Unfortunately, that report listed the Copper State 5th highest for reported incidents of hate crimes against the LGBTQ community.
The ranking was published by Security.org, an organization which analyzed FBI crime data compiled from 2013 through 2019 to produce its study, entitled “The Rise of Anti-LGBT Hate Crimes by State.”
According to the report issued Sept. 11, the number of reported anti-LGBTQ hate crimes in the state increased by 30% since 1996; such crimes were reported at a rate of 0.95 per 100,000 residents.
Only the District of Columbia, Vermont, Washington and Massachusetts reported a higher rate of incidents.
Measured as a portion of the total number of reported bias-motivated crimes, more than 23% of all in Arizona’s incidents targeted members of the LGBTQ community, ranking the state 10th in that category.
Nevada, Wyoming, D.C., Oklahoma, Wisconsin, Texas, California, Maryland and Delaware all ranked higher in that category.
While the prevalence of hate-inspired violence may reasonably stoke fears among members of targeted communities, one local advocate says the reality isn’t as bleak as the data may suggest.
Jeremy Helfgot, proprietor of the firm H.M. Helfgot Communications, is a spokesperson for Phoenix Pride, an advocacy group for the LGBTQ community in Arizona.
He said participation at Phoenix Pride events has grown exponentially over the past decade, inspiring optimism despite negative perceptions.
“Obviously, that news is alarming and its a trend of which the community has been aware. But, that said, there is constant work being done to address these issues on multiple levels, from continuing the educate the public, to working through policy, to working with the appropriate law enforcement agencies at every level – local, state and federal – to ensure that the community is safe,” Mr. Helfgot said.
The Pride festival, hosted at Steele Indian School Park in Phoenix in April, drew more than 50,000 participants, while an estimated 10,000 spectators cheered on a parade of more than 4,000 participants at the two-day event.
Though public events, such as pride parades, may enflame some critics and, perhaps, inspire activism against the community, the value of engagement transcends any potential negative response, Mr. Helfgot suggested.
“I think there will always be elements of backlash. We see it at our festival and parade every year. There’s always a small handful of very loud protestors outside the gates, but those are to most, on the heaviest day, a couple of dozen people in a sea of thousands and thousands and thousands of supporters,” he said. “I think the success and the impact that events like these have becomes very clear in their positive results.”
Mr.

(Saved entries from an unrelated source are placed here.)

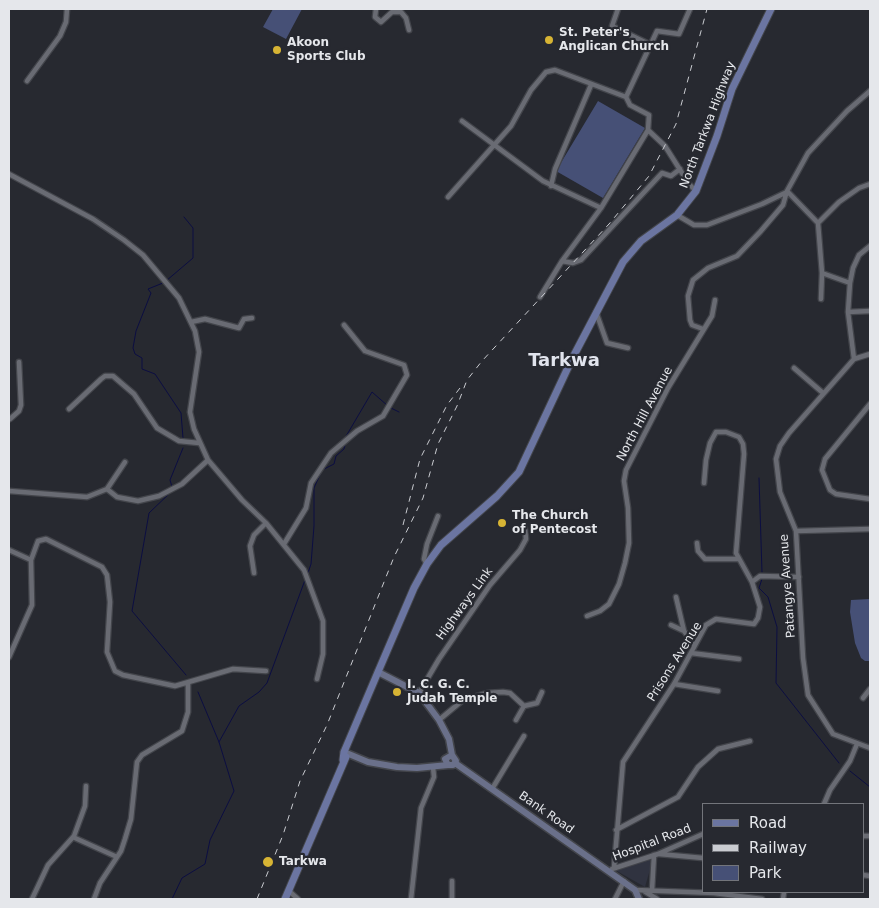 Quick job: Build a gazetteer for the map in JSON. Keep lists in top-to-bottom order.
{
  "streets": {
    "main road": ["North Tarkwa Highway"],
    "street": [
      "North Hill Avenue",
      "Patangye Avenue",
      "Highways Link",
      "Prisons Avenue",
      "Bank Road",
      "Hospital Road"
    ]
  },
  "crossings": [
    ["Prisons Avenue", "Bank Road"],
    ["Prisons Avenue", "Hospital Road"],
    ["Bank Road", "Hospital Road"]
  ],
  "districts": ["Tarkwa"],
  "places": [
    "St. Peter's Anglican Church",
    "Akoon Sports Club",
    "The Church of Pentecost",
    "I. C. G. C. Judah Temple",
    "Tarkwa"
  ],
  "legend": ["Road", "Railway", "Park"]
}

Helfgot praised local civic and law enforcement officials for their efforts to combat hate crimes, citing examples in Phoenix and Tempe, where ordinances target anti-LGBTQ crimes and provide additional protections against discrimination based on sexual orientation, even though there are currently no state statutes recognizing those distinctions.
The Phoenix Police Department assigns several detectives to investigate reported bias-based crimes and examines other violent crime cases to determine if bias may have played a role, explained police spokesman Sgt. Tommy Thompson.
“We have detectives assigned to reviewing incidents to find out if they are biased crimes or if we’ve missed one that could be classified as a biased crime,” Mr. Thompson said.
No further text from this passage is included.